Defense Department agrees to study of potential conflict between SunZia and military ops

The Department of Defense (DoD) has agreed to commission a study to examine concerns raised by the White Sands Missile Range that the proposed SunZia Southwest transmission project would interfere with test protocols at the facility.

Sen. Martin Heinrich (D-N.M.) who, in September, sent a letter to Undersecretary Frank Kendall, asking that DoD commission the study by M.I.T. Lincoln Laboratory, announced the DoD’s agreement Nov. 15.

“We are assembling a team that will include MIT Lincoln Laboratory to examine the WSMR test profiles and targets flying in a clutter environment, along with the detection altitudes for different radar technologies,” Kendall said in his Oct. 18 response to Heinrich. “The team should complete the updated analysis in early 2014.”

Heinrich, project developers, and the former head of the DoD Siting Clearinghouse had separately called for such an independent analysis of the line’s effects on base operations.

“Lincoln Laboratory has a long history of creating innovative solutions to complex problems involving our nation’s radar systems and air- and missile-defense technology,” Heinrich said in a statement. “I commend the DoD for pursuing this pragmatic approach to identify measures that would allow for both the missions at [White Sands] to continue and for the construction of the SunZia transmission line.”

The study will examine concerns raised by base leaders that the presence of the line in the area north of the base known as the northern extension of the base would interfere with test protocols and thus affect national security. Lincoln Laboratory will also examine potential changes to test protocols that would allow the DoD to continue its missions in the presence of the new transmission line.

Heinrich was a vocal supporter of the proposed project prior to his most recent letter to DoD. On Aug. 19, he sent a three-page letter to Interior Secretary Sally Jewel in which he said the project has been delayed long enough, and that additional delays would damage the credibility of the DoD siting clearinghouse, which gave the project a green light in 2011.
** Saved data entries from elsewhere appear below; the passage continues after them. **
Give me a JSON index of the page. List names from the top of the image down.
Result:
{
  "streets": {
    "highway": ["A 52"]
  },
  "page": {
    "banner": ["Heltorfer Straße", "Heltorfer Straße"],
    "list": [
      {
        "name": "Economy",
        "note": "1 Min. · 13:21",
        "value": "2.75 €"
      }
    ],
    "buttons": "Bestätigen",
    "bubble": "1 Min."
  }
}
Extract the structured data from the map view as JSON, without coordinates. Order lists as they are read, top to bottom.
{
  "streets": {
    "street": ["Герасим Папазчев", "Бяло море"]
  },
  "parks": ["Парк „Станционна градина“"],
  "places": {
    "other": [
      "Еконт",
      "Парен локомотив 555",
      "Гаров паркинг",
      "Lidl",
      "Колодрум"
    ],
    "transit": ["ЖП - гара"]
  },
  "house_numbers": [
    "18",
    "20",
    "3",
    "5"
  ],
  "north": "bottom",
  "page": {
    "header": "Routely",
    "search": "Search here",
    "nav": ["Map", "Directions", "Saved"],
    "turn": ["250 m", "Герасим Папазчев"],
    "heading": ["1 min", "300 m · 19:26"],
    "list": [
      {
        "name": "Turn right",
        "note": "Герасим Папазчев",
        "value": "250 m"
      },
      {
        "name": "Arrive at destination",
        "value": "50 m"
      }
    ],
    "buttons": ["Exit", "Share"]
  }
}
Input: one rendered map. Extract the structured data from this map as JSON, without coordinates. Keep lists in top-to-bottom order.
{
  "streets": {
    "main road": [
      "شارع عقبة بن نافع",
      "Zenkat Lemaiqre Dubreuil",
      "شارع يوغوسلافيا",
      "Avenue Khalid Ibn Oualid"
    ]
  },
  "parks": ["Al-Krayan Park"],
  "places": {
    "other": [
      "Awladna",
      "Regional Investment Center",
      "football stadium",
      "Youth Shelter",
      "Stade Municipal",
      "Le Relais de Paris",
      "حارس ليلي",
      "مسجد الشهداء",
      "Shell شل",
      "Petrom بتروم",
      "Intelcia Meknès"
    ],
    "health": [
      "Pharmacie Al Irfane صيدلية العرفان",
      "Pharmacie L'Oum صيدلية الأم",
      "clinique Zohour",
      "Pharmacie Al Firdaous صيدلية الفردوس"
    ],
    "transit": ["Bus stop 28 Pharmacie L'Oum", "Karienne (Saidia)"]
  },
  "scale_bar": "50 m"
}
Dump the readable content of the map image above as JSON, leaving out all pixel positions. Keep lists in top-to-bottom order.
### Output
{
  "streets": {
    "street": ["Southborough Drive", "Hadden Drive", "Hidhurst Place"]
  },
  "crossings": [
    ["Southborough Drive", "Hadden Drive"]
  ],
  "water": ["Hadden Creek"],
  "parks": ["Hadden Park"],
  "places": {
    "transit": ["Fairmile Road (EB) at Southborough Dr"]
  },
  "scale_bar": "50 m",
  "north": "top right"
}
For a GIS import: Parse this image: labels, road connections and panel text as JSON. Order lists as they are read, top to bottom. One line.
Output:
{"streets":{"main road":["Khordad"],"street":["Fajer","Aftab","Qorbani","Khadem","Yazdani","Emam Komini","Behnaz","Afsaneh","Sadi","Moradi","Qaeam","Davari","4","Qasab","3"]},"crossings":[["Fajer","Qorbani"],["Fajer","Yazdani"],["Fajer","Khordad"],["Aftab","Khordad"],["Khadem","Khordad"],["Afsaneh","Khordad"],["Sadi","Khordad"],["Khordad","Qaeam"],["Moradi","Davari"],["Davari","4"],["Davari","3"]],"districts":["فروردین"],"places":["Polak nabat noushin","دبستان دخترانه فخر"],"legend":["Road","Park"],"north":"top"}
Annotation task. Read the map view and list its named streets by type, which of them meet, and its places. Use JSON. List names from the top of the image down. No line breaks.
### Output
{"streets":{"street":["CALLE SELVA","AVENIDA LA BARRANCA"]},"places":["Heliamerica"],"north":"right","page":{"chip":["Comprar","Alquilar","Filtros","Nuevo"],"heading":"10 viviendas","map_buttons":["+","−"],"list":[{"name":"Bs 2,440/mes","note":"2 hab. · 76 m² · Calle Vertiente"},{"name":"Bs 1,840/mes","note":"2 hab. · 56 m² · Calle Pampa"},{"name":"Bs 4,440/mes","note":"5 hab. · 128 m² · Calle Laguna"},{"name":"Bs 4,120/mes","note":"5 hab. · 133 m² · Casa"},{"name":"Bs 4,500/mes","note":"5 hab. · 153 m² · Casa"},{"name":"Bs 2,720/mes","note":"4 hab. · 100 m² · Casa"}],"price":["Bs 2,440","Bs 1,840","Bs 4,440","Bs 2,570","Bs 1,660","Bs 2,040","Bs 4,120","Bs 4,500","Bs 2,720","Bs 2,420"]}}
The SunZia project is one of seven projects selected as an early fast-track project for the nine-agency Rapid Response Team for Transmission (RRTT). Accordingly, additional delays could erode the credibility of that effort, Heinrich said, noting that the RRTT “was intended to act as an example of how DoD and the U.S. Department of the Interior could work together to resolve energy siting conflicts quickly and collaboratively.”

As planned, the 515-mile SunZia project will originate at the new SunZia East substation in New Mexico and head west, with significant portions running parallel to I-25 and the Rio Grande River. The route follows a pipeline corridor north of I-10 in New Mexico and continues into Arizona, where it alternately uses existing pipeline and utility corridors, where available, before terminating at a new substation in Pinal County near Coolidge, Ariz.

The consortium of five companies sponsoring the project expects to begin the state permitting process before the end of 2013, with state regulatory approvals expected to be granted from New Mexico and Arizona next year.

Three of those companies – Southwestern Power Group II/MMR Group, Shell WindEnergy Inc., and Tucson Electric Power – are sponsoring 86% of the project. Salt River Project has a 13% stake and Tri-State Generation and Transmission Association has a 1% stake.